Reputation: 113
Well, I am making a sentiment analysis classifier and I have three classes/labels, positive, neutral and negative. The Shape of my training data is (14640, 15), where
negative 9178
neutral 3099
positive 2363
I have pre-processed the data to make it standardized and applied the bag-of-words word vectorization technique to the text of twitter for making it feedable to the model, whose size is then (14640, 1000). As the Y, means the label is in the text form so, I applied LabelEncoder so that I can make it in a single line. Like this -
[1 2 1 ... 1 0 1]
This is how I split my dataset -
X_train, X_test, Y_train, Y_test = train_test_split(bow, Y, test_size=0.3, stratify=Y, random_state=42)

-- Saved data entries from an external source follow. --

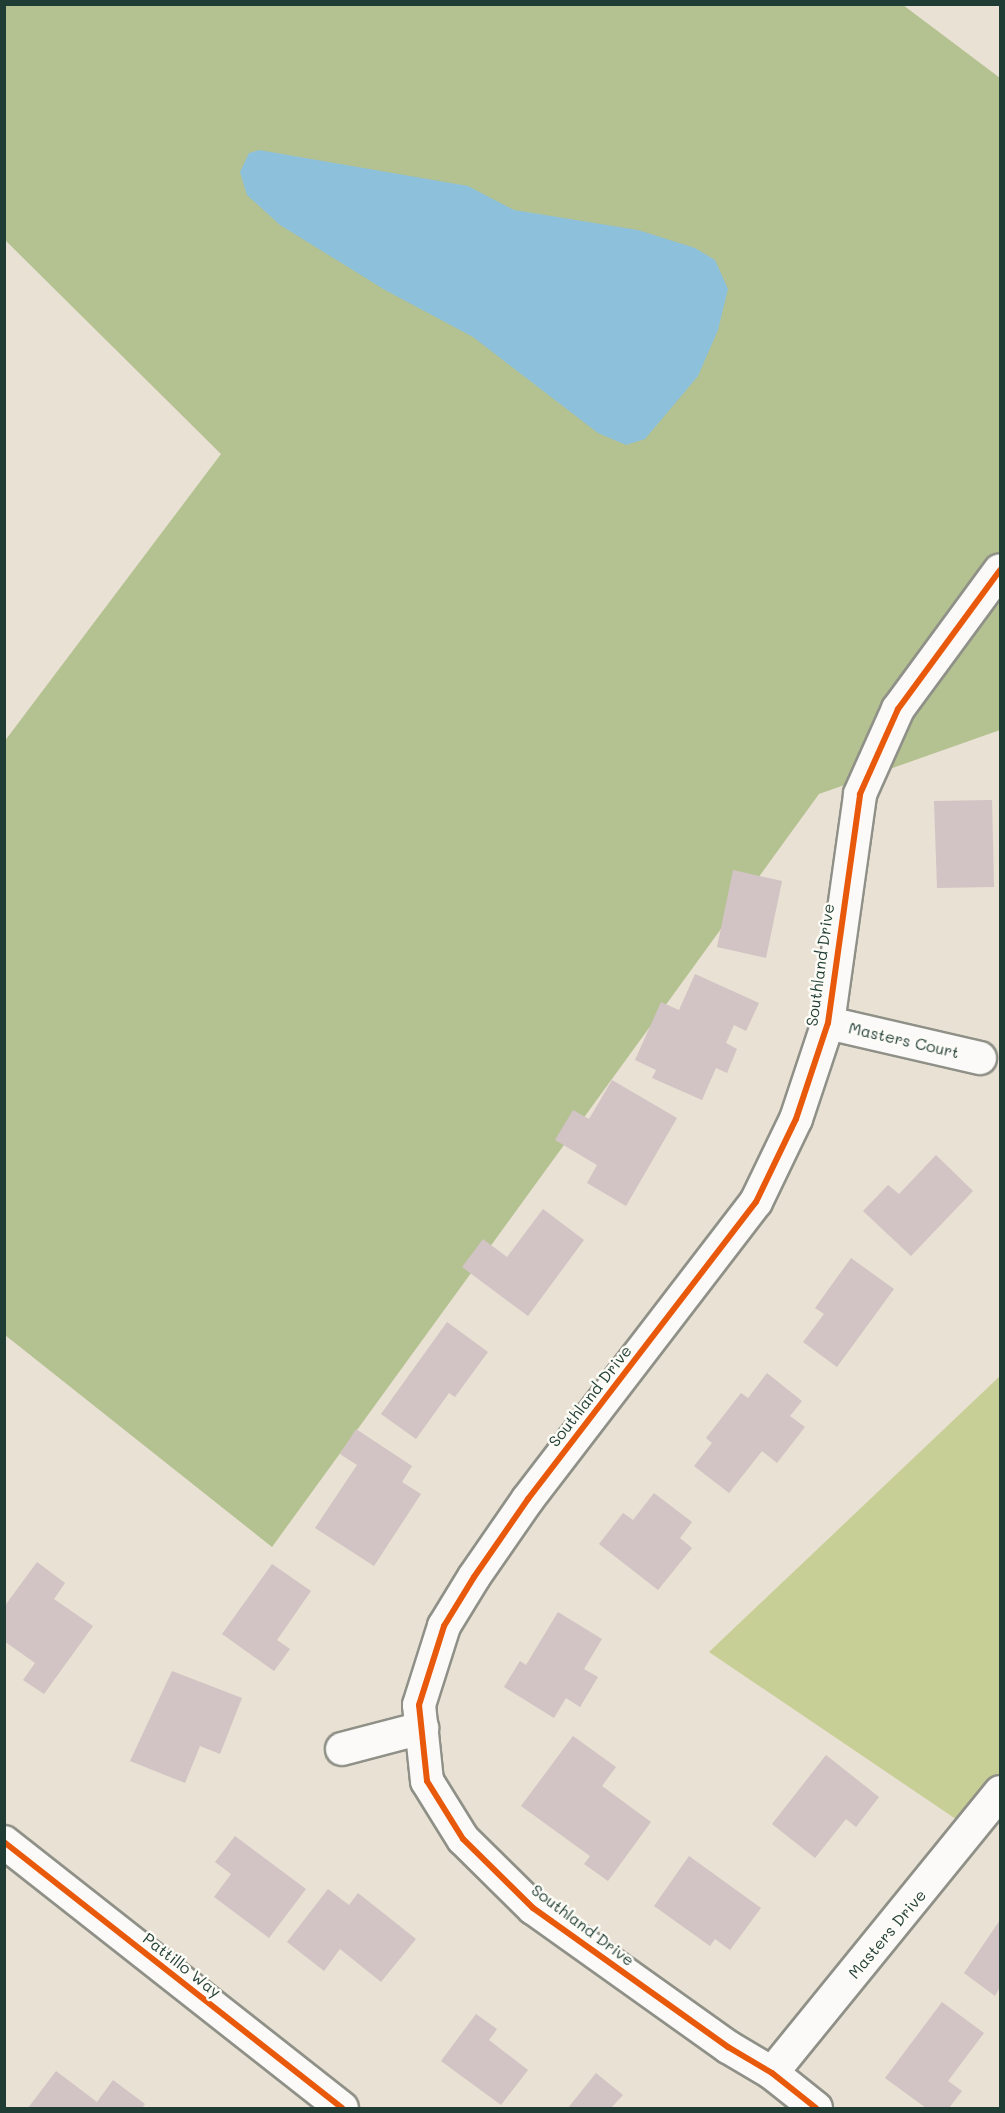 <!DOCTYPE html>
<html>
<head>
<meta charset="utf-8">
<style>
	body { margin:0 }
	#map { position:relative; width:1005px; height:2113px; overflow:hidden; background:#e9e1d3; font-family:Mali,sans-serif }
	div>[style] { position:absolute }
	.green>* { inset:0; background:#c7cf96 }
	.forest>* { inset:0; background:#b4c190 }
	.water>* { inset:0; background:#8dc0db }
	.building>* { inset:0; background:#d2c3c4 }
	.roads { filter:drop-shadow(2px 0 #8f9188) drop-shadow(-2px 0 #8f9188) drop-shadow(0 2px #8f9188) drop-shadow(0 -2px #8f9188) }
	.street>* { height:32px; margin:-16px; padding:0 16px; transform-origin:16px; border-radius:16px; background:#fcfaf8 }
	.cycleway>* { height:6px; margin:-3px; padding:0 3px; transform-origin:3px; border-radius:3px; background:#e8590c }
	span { translate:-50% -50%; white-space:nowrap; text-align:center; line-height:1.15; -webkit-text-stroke:5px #fdfcf7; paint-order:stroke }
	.street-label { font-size:16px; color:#1f3d34 }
	.frame { position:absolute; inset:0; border:6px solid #1f3d34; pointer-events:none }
</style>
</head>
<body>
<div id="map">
	<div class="green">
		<i style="clip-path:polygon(1000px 1376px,1000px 1813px,978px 1834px,709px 1652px)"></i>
	</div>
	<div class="forest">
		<i style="clip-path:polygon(5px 5px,903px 5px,1000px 78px,1000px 730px,819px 794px,272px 1547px,5px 1335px,4px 742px,221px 454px,5px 240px)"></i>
	</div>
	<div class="water">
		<i style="clip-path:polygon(259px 150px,468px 186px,514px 210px,638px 230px,695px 248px,715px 260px,728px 289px,718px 330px,698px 376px,645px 439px,626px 445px,598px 433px,473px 337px,385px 290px,280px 225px,247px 195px,240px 172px,249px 153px)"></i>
	</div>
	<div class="building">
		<i style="clip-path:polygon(992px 800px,994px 887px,937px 888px,934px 801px)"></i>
		<i style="clip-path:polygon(733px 870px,782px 881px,766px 958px,717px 947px)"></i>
		<i style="clip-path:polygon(695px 974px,759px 1003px,746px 1031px,734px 1025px,726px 1043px,737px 1049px,727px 1073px,716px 1068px,702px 1100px,652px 1078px,656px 1070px,635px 1060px,661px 1002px,679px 1010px)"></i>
		<i style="clip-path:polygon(612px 1080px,677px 1118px,626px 1206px,587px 1183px,597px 1165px,555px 1140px,573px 1110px,589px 1119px)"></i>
		<i style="clip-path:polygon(936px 1155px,973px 1191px,911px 1256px,863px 1211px,888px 1185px,899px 1194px)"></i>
		<i style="clip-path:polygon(543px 1209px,584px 1240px,528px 1316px,462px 1267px,483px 1239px,507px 1257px)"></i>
		<i style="clip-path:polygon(851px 1258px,894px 1289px,837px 1367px,803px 1342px,824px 1314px,815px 1308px)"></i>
		<i style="clip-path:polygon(447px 1322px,488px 1352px,455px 1397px,449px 1393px,416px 1439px,381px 1414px)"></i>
		<i style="clip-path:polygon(767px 1373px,802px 1401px,790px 1416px,805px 1427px,777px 1463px,762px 1451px,729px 1493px,694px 1466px,712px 1443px,706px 1438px,741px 1393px,748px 1398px)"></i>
		<i style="clip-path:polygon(356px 1429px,412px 1466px,402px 1482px,421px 1494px,374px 1566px,315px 1528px,357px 1465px,340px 1454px)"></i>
		<i style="clip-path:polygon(654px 1493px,692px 1522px,680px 1538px,692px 1548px,658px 1590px,599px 1544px,623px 1513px,633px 1520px)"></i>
		<i style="clip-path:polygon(37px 1562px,65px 1583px,54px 1599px,93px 1626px,44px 1694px,23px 1680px,35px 1663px,4px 1641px,4px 1607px)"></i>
		<i style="clip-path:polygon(272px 1564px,311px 1591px,277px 1640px,290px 1649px,274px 1671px,222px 1634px)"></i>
		<i style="clip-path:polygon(558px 1612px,602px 1639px,584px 1669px,598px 1677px,580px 1707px,566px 1698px,554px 1718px,504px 1687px,520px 1661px,526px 1665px)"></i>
		<i style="clip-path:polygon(172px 1671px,242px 1698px,220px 1754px,200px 1746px,185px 1783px,130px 1761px)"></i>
		<i style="clip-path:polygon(573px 1736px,616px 1767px,602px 1786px,651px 1822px,608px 1881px,584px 1864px,590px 1856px,521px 1806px)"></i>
		<i style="clip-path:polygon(826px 1755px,879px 1797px,856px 1827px,846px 1819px,815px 1858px,772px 1824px)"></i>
		<i style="clip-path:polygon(235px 1836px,306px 1889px,269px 1938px,214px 1897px,231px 1874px,215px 1862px)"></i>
		<i style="clip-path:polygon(689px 1856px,761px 1908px,730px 1950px,715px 1939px,710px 1946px,654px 1906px)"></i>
		<i style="clip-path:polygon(328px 1889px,349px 1905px,358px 1893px,416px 1939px,381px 1982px,340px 1949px,324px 1971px,287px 1942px)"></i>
		<i style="clip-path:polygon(1000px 1920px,1000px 1987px,995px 1996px,964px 1973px)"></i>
		<i style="clip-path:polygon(942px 2002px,984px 2033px,948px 2081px,962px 2091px,949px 2108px,926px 2108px,885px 2078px)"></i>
		<i style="clip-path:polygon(476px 2014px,497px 2029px,489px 2040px,528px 2070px,501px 2105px,441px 2061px)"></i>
		<i style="clip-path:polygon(56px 2071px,97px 2102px,113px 2080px,145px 2104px,142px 2108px,28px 2108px)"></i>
		<i style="clip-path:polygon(596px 2073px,623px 2095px,611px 2108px,568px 2108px)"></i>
	</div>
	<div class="roads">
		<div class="street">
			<i style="left:828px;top:1023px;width:156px;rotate:13deg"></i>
			<i style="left:342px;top:1749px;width:83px;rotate:-14.7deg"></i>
			<i style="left:4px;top:1842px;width:430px;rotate:38.2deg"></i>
			<i style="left:772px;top:2073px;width:362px;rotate:-50.9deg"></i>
			<i style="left:816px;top:2108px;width:56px;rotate:-141.5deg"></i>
			<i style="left:772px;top:2073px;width:51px;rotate:-149.4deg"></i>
			<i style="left:728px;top:2047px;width:239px;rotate:-144.5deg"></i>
			<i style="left:533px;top:1908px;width:98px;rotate:-135.4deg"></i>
			<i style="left:463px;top:1839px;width:68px;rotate:-121.8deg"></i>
			<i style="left:427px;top:1781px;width:76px;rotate:-96deg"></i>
			<i style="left:419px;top:1705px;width:83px;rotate:-72.4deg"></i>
			<i style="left:444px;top:1626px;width:57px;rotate:-58.5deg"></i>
			<i style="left:474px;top:1577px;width:95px;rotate:-55.3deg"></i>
			<i style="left:528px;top:1499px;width:374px;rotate:-52.5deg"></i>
			<i style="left:756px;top:1202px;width:92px;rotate:-64.3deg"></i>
			<i style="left:796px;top:1119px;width:101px;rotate:-71.6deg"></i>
			<i style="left:828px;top:1023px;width:231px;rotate:-82deg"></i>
			<i style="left:860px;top:794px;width:93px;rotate:-65.9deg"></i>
			<i style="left:898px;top:709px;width:172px;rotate:-53.7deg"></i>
		</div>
	</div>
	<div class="cycleway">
		<i style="left:4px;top:1842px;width:430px;rotate:38.2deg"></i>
		<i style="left:816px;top:2108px;width:56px;rotate:-141.5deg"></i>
		<i style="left:772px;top:2073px;width:51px;rotate:-149.4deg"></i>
		<i style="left:728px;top:2047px;width:239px;rotate:-144.5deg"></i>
		<i style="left:533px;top:1908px;width:98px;rotate:-135.4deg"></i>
		<i style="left:463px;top:1839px;width:68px;rotate:-121.8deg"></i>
		<i style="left:427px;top:1781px;width:76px;rotate:-96deg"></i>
		<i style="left:419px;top:1705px;width:83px;rotate:-72.4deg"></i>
		<i style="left:444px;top:1626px;width:57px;rotate:-58.5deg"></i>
		<i style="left:474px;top:1577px;width:95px;rotate:-55.3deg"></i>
		<i style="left:528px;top:1499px;width:374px;rotate:-52.5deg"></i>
		<i style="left:756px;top:1202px;width:92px;rotate:-64.3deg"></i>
		<i style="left:796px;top:1119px;width:101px;rotate:-71.6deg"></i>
		<i style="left:828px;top:1023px;width:231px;rotate:-82deg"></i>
		<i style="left:860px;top:794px;width:93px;rotate:-65.9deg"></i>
		<i style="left:898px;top:709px;width:172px;rotate:-53.7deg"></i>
	</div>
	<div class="street-label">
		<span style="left:820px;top:965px;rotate:-82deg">Southland Drive</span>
		<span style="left:904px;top:1040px;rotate:13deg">Masters Court</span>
		<span style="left:590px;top:1396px;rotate:-52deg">Southland Drive</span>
		<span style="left:583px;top:1925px;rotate:37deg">Southland Drive</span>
		<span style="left:887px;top:1934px;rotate:-50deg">Masters Drive</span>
		<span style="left:182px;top:1965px;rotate:38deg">Pattillo Way</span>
	</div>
	<div class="frame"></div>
</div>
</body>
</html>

print(X_train.shape,Y_train.shape)
print(X_test.shape,Y_test.shape)
out:(10248, 1000) (10248,)
(4392, 1000) (4392,)
stratify=y
will make the imbalanced data into a proper weighted form. For the classifier part, I have used SVM -
svc = svm.SVC(kernel='linear', C=1, probability=True, class_weight='balanced').fit(X_train, Y_train)
prediction = svc.predict_proba(X_test)
prediction_int = prediction[:,1] >= 0.3
prediction_int = prediction_int.astype(np.int)
print(prediction_int)
print('Precision score: ', precision_score(Y_test, prediction_int, average=None))

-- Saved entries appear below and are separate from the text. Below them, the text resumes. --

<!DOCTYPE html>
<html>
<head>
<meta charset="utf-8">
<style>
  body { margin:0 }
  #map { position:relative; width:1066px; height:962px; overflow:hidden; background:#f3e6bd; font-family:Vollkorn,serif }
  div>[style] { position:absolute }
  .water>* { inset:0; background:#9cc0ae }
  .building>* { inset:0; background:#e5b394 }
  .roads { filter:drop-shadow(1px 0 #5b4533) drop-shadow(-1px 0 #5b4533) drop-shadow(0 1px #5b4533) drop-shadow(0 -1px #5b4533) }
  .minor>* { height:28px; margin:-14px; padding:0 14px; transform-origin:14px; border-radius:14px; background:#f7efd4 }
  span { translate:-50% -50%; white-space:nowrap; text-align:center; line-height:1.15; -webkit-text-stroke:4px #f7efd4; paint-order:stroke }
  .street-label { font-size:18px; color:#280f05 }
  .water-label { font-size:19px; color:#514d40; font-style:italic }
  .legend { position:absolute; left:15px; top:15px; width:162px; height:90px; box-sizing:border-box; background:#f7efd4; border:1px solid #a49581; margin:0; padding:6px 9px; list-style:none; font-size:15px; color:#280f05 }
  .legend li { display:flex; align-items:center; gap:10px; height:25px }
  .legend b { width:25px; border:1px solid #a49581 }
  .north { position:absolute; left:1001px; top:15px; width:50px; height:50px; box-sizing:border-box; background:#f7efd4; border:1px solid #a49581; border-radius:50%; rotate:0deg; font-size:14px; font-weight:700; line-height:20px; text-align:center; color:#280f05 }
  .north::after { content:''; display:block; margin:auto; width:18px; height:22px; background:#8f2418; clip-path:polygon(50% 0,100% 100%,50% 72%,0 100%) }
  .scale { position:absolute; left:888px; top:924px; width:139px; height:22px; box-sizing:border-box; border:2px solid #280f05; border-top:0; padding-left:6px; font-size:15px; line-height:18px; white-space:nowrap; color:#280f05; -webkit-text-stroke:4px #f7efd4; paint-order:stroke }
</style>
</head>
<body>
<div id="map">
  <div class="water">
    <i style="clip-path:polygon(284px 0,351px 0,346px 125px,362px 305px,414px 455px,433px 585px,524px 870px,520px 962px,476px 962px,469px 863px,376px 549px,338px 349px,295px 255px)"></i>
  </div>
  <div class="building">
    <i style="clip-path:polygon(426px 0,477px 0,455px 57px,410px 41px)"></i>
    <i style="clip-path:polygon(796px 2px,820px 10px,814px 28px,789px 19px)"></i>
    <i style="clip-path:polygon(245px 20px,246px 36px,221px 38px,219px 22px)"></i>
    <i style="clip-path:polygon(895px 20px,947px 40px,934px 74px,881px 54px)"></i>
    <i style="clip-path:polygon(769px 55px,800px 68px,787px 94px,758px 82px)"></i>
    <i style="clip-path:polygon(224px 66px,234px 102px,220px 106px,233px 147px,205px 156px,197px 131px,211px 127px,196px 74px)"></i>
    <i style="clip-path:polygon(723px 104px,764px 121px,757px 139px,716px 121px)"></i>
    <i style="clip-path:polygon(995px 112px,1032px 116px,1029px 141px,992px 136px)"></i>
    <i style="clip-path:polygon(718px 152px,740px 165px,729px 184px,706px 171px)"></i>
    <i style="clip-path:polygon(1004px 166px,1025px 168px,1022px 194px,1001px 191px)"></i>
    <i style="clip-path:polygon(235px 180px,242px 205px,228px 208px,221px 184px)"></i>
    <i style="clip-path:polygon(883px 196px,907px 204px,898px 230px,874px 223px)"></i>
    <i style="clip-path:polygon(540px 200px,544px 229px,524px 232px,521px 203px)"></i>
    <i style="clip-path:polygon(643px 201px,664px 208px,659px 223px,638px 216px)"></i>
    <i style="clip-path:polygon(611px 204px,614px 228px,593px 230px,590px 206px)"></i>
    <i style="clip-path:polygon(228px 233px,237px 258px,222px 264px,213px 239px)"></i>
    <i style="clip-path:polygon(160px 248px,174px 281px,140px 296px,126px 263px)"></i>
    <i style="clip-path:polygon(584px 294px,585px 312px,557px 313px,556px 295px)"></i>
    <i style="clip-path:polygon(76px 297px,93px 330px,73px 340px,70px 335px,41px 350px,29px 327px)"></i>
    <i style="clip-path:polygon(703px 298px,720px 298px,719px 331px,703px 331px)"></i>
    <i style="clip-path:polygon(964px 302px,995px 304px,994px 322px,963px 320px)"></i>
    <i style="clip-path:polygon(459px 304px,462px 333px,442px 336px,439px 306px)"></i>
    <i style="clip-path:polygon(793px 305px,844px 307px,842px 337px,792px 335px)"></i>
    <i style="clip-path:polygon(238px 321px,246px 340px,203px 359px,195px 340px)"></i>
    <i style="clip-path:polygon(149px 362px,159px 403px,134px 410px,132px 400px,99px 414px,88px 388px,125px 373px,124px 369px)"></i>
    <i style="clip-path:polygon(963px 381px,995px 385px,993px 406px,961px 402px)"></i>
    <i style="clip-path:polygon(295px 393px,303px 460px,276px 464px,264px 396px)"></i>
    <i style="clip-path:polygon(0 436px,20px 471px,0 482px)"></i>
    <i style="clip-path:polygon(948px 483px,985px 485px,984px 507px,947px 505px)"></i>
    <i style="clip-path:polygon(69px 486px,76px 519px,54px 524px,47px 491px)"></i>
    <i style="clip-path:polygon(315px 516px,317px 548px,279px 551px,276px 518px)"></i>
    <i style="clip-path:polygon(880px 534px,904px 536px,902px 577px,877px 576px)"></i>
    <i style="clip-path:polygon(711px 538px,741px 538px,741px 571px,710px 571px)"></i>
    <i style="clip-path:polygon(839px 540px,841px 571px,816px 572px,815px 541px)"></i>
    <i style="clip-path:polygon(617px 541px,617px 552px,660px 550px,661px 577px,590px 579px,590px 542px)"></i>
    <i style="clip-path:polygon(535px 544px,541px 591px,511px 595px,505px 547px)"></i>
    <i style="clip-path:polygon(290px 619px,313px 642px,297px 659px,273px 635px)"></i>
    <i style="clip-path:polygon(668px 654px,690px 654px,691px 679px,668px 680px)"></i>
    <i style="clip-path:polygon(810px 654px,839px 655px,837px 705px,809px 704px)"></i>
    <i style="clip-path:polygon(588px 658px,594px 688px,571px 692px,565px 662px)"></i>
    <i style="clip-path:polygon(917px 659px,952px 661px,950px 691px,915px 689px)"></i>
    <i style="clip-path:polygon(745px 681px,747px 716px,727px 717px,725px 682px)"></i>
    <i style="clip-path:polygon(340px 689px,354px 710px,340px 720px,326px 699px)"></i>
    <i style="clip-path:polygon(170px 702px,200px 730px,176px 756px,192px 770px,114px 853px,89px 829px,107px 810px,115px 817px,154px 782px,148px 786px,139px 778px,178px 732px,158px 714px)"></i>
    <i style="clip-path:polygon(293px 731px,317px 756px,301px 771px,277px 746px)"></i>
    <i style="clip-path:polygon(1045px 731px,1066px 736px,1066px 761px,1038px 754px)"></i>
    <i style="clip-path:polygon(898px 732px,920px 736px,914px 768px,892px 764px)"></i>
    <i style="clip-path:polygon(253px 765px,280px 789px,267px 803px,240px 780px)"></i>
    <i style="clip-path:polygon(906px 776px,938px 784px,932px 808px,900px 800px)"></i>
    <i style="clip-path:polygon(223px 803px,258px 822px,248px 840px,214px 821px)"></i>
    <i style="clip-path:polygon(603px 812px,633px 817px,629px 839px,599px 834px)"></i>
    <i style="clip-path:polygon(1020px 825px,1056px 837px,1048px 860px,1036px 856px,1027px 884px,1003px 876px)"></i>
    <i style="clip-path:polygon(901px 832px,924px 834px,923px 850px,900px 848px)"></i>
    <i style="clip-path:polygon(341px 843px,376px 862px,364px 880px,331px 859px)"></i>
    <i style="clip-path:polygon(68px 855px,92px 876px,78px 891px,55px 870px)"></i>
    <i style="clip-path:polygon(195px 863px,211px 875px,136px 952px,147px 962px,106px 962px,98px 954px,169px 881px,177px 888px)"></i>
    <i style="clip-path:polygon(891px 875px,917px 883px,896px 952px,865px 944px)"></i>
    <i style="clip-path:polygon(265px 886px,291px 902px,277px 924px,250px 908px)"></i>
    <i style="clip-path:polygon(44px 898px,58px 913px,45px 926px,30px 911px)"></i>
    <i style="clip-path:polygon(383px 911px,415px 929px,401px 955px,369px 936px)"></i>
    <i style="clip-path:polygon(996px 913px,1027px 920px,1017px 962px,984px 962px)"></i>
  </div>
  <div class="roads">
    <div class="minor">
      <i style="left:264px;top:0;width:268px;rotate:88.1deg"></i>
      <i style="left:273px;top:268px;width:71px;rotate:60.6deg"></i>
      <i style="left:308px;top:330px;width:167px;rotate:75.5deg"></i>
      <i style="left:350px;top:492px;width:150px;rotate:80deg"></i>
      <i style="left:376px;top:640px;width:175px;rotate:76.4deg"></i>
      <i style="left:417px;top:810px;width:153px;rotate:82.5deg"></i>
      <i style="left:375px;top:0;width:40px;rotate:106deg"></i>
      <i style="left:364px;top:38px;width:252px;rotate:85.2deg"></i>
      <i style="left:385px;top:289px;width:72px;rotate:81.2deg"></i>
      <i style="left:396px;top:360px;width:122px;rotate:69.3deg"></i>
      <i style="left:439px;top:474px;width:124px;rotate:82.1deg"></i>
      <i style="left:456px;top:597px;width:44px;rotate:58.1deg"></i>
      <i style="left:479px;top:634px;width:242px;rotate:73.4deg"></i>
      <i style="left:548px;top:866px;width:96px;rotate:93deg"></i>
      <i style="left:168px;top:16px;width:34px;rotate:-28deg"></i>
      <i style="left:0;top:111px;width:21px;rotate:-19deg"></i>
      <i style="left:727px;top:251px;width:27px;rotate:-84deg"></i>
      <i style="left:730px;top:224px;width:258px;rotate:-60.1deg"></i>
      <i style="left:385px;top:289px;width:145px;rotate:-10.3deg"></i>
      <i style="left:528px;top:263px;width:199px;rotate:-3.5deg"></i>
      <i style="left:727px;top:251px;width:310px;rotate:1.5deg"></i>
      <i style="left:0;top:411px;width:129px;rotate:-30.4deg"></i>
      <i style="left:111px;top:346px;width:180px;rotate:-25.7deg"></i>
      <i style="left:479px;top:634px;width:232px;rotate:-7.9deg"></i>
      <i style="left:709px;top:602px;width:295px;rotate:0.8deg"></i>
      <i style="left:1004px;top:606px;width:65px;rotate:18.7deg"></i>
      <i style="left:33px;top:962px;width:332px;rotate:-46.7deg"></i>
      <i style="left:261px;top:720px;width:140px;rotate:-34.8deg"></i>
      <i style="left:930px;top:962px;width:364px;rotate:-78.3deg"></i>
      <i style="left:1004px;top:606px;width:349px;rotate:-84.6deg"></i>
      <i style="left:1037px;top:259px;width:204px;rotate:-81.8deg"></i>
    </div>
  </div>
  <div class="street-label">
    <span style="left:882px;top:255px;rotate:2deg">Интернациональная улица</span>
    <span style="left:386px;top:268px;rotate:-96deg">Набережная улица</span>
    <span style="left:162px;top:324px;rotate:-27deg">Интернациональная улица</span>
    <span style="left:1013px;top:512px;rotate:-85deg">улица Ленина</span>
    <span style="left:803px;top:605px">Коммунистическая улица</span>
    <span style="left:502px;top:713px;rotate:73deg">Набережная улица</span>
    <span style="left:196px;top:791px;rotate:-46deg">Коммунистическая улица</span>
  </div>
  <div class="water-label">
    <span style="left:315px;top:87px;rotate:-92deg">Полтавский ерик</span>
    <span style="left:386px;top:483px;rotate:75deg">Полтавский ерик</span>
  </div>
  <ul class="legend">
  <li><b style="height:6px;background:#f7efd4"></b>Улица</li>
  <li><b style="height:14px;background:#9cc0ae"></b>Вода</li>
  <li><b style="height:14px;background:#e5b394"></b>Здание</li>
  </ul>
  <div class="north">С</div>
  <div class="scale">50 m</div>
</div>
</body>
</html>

print('Accuracy Score: ', accuracy_score(Y_test, prediction_int))
out:[0 0 0 ... 1 0 0]
Precision score: [0.74185137 0.50075529 0. ]
Accuracy Score: 0.6691712204007286
/usr/local/lib/python3.6/dist-packages/sklearn/metrics/classification.py:1437: UndefinedMetricWarning: Precision is ill-defined and being set to 0.0 in labels with no predicted samples.
'precision', 'predicted', average, warn_for)
@desertnaut helped me a lot to decide, what is the actual problem, lastly, I saw that the classifier is unable to predict the third class. You can see that I have printed out prediction_int
and it is not showing any 2
index. Also, it is nowhere near actual labels. I am worried if there is any mistake, happened during classification. This classifier, I made for my binary classification, and I think I do not need to change it for multi-class classification. Can any of you help me to solve this?
Upvotes: 2
Views: 1035
Reputation: 6260
the problem is that the predict_proba method you are using is for binary classification. In a multi classification it gives the probability for each class.
You cannot use this command:
prediction_int = prediction[:,1] >= 0.3
For futher information you can look this similiar post: Multiclass Classification and probability prediction
Update
I just made it after changing all the prediction function to just this single line -
pred = svc.predict(X_test)
As he told, previously I was using my binary classification prediction system. Now this predict
can classify all the 3 labels. So, my precision and recall is working perfectly now.
Upvotes: 1